Pourtant, la vente de services ne fera pas de Xerox aussi excitant que c’était aux secrétaires de “Mad Men”.

“Ce que nous faisons bien, contrairement à ces entreprises vraiment sexy comme Googles ou Apple qui ont ces grandes choses que vous pouvez voir et toucher et sentir, nous fait travailler dans le back-office des grandes entreprises», at-elle dit. “Donc, la plupart des clients ne savent pas vraiment que nous sommes là.”

Quand elle est devenue chef de la direction, elle a dû apprendre à gouverner sortir de l’ombre de Mme Mulcahy, qui dit-elle est son contraire – «. Elle est une déesse de vente et je suis un ingénieur”

Sa percée à venir dans son propre poste de directeur général a été de trouver comment faire des demandes. «Vous figurez en disant le mot:« Moi, »at-elle dit. «J’avais l’habitude d’avoir de réelles difficultés en disant:« Je veux que ce fait. “Et je me suis vraiment habitué à ça. Lorsque je me suis habitué à cela, tout est devenu plus facile. ”

Quelque chose d’autre, elle a essayé d’apprendre est d’adoucir son style brutal de son franc parler. Elle a même embauché des entraîneurs de la parole. Cela, cependant, ne fonctionne pas.

“Je ne pouvais pas apprendre une autre façon», a déclaré Mme Burns. «J’ai réalisé que je n’étais plus convaincant pour moi et pour les gens qui écoutaient quand j’ai dit ce que je pensais, et ce que je pensais que les gens voulaient m’entendre dire. Parfois, cela vous met dans le pétrin. ”

Enfin, elle a dit, elle a réalisé qu’elle ne pouvait pas devenir paresseux.

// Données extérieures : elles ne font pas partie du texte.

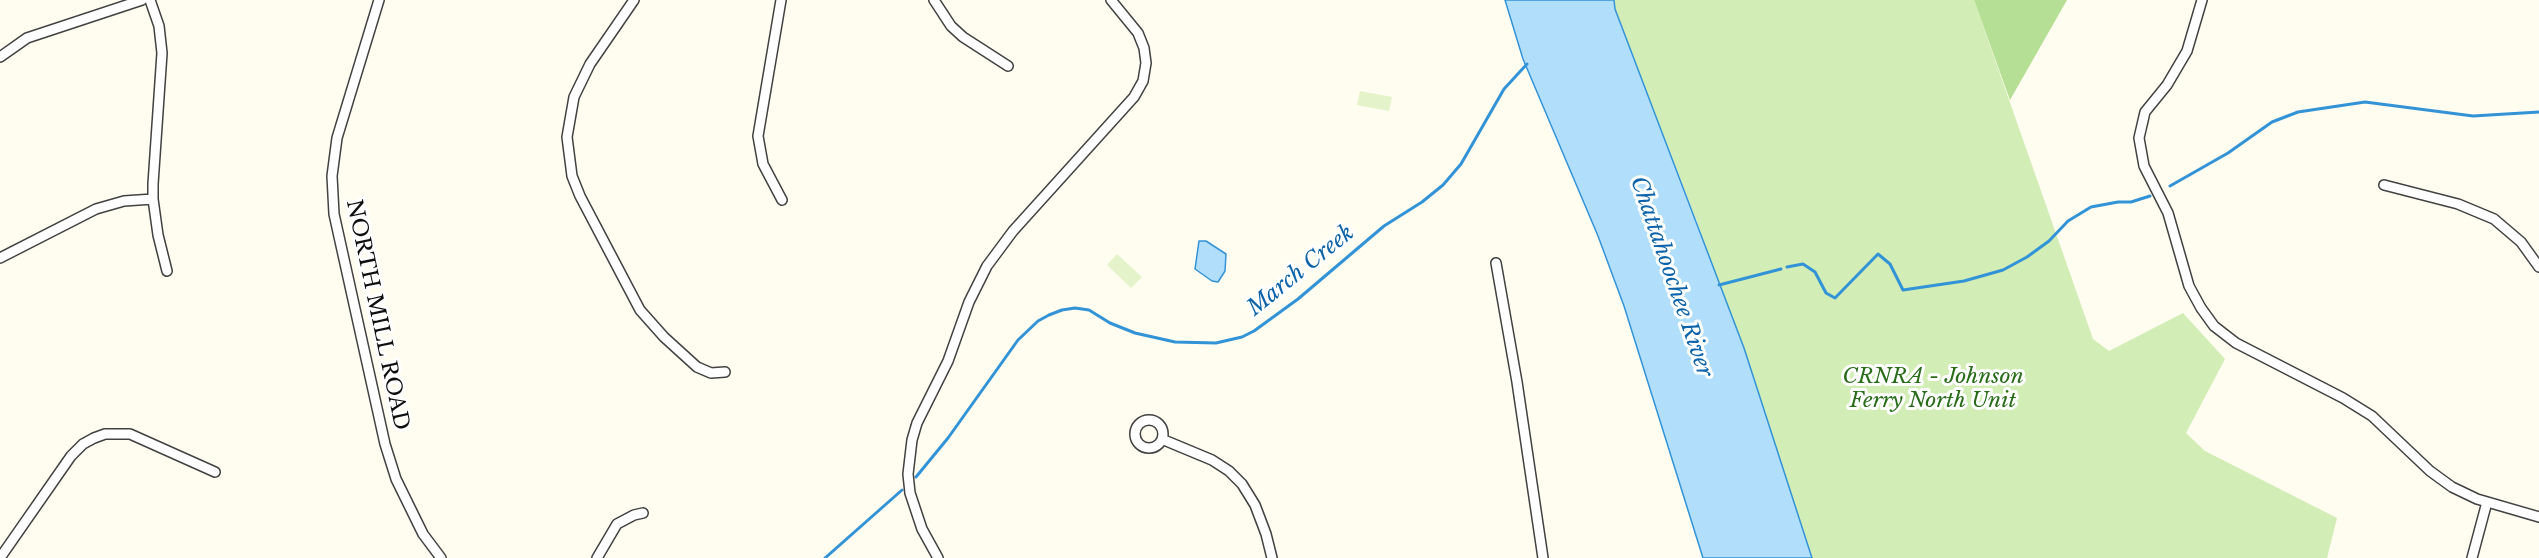 <!DOCTYPE html>
<html>
<head>
<meta charset="utf-8">
<style>
  body { margin:0 }
  canvas { display:block; background:#fffcf0 }
</style>
</head>
<body>
<canvas width="2539" height="558"></canvas>
<script>
const context = document.querySelector('canvas').getContext('2d');
context.lineJoin = 'round';
function paint(path, color) { context.fillStyle = color; context.fill(path, 'evenodd'); }
const poly = rows => new Path2D(rows.map(r => 'M' + r).join(''));
function strokePath(path, color, width, dash) { context.strokeStyle = color; context.lineWidth = width; context.lineCap = dash ? 'butt' : 'round'; context.setLineDash(dash || []); context.stroke(path); }
function label(font, color, halo, rows, align = 'center') {
  context.font = font + ' "Libre Baskerville",serif'; context.lineWidth = 6; context.setLineDash([]); context.textBaseline = 'middle'; context.strokeStyle = halo; context.fillStyle = color; for (const [text, x, y, turn = 0] of rows) {
    context.save(); context.translate(x, y); context.rotate((+turn || 0) * Math.PI / 180); context.textAlign = isNaN(turn) ? turn : align; if (halo) context.strokeText(text, 0, 0); context.fillText(text, 0, 0); context.restore();
  }
}
paint(poly([
  [1614,0,1974,0,2093,339,2109,351,2183,313,2225,359,2186,433,2205,451,2337,518,2327,558,1812,558,1699,227,1615,9]
]), '#d2edb6');
paint(poly([
  [1974,0,2067,0,2010,100]
]), '#b5df94');
paint(poly([
  [1360,91,1392,97,1389,111,1357,105],
  [1117,254,1142,277,1131,288,1107,265]
]), '#e4f3c9');
const water = poly([
  [1505,0,1614,0,1615,9,1744,348,1812,558,1703,558,1624,306,1598,236,1523,59,1505,0],
  [1199,241,1206,241,1226,254,1225,271,1218,282,1212,281,1195,269,1199,241]
]);
paint(water, '#b1defb');
strokePath(water, '#3293d7', 1.5);
strokePath(poly([
  [2170,186,2228,153,2272,122,2298,112,2365,102,2473,116,2539,112],
  [1787,267,1803,264,1815,272,1826,293,1835,298,1878,254,1890,264,1903,290,1964,281,2003,270,2027,257,2049,241,2068,221,2091,207,2118,202,2131,202,2150,196],
  [1719,285,1781,269],
  [916,477,948,438,1018,340,1038,321,1049,315,1062,310,1075,308,1089,310,1110,323,1135,333,1175,342,1216,343,1242,337,1254,331,1298,299,1384,226,1422,202,1443,185,1461,164,1504,89,1527,64],
  [825,558,902,490]
]), '#3293d7', 3);
const minor = poly([
  [150,0,159,26,162,53,153,184,153,199,158,235,167,271],
  [379,0,337,138,332,176,334,214,385,444,396,479,423,534,441,558],
  [634,0,590,64,574,97,567,137,572,176,580,196,640,310,664,337,697,367,711,373,725,372],
  [781,0,758,136,763,164,782,200],
  [934,0,951,26,963,37,1008,66],
  [2202,0,2187,51,2167,85,2145,112,2139,138,2144,166,2168,213,2189,286,2201,308,2214,326,2236,343,2343,398,2372,416,2430,471,2452,487,2477,499,2539,517],
  [0,57,27,38,142,0],
  [2384,185,2458,204,2494,219,2521,242,2539,267],
  [0,258,96,209,124,201,153,199],
  [1496,263,1517,382,1543,558],
  '1135 434a14 14 0 1 1 28 0a14 14 0 1 1-28 0Z',
  [1164,440,1212,460,1229,471,1242,484,1255,505,1266,534,1272,558],
  [0,558,71,456,83,444,94,438,105,434,130,434,215,472],
  [597,558,617,524,634,515,643,513],
  [938,558,922,529,910,493,908,474,912,440,917,423,948,361,969,302,987,266,1013,231,1134,97,1143,81,1146,63,1144,48,1138,33,1111,0],
  [2472,558,2487,502]
]);
strokePath(minor, '#424242', 12);
strokePath(minor, '#fff', 9);
label('21px', '#0f0f0f', '#fff', [
  ["NORTH MILL ROAD",377,315,78]
]);
label('italic 21px', '#296c19', '#fff', [
  ["CRNRA - Johnson",1933,377],
  ["Ferry North Unit",1933,401]
]);
label('italic 22px', '#0e64aa', '#fff', [
  ["March Creek",1301,271,-39],
  ["Chattahoochee River",1671,277,71]
]);
</script>
</body>
</html>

«Je suis de la Lower East Side de Manhattan, puis-je devenir le chef de la direction, et je suis comme, ‘Wow, c’est vraiment cool, je peux peut travailler un peu moins, parce que les gens font des choses pour vous,” dit-elle. “Ce n’est pas vrai. Chaque moment que vous avez gratuitement, vous pouvez remplir ces moments. ”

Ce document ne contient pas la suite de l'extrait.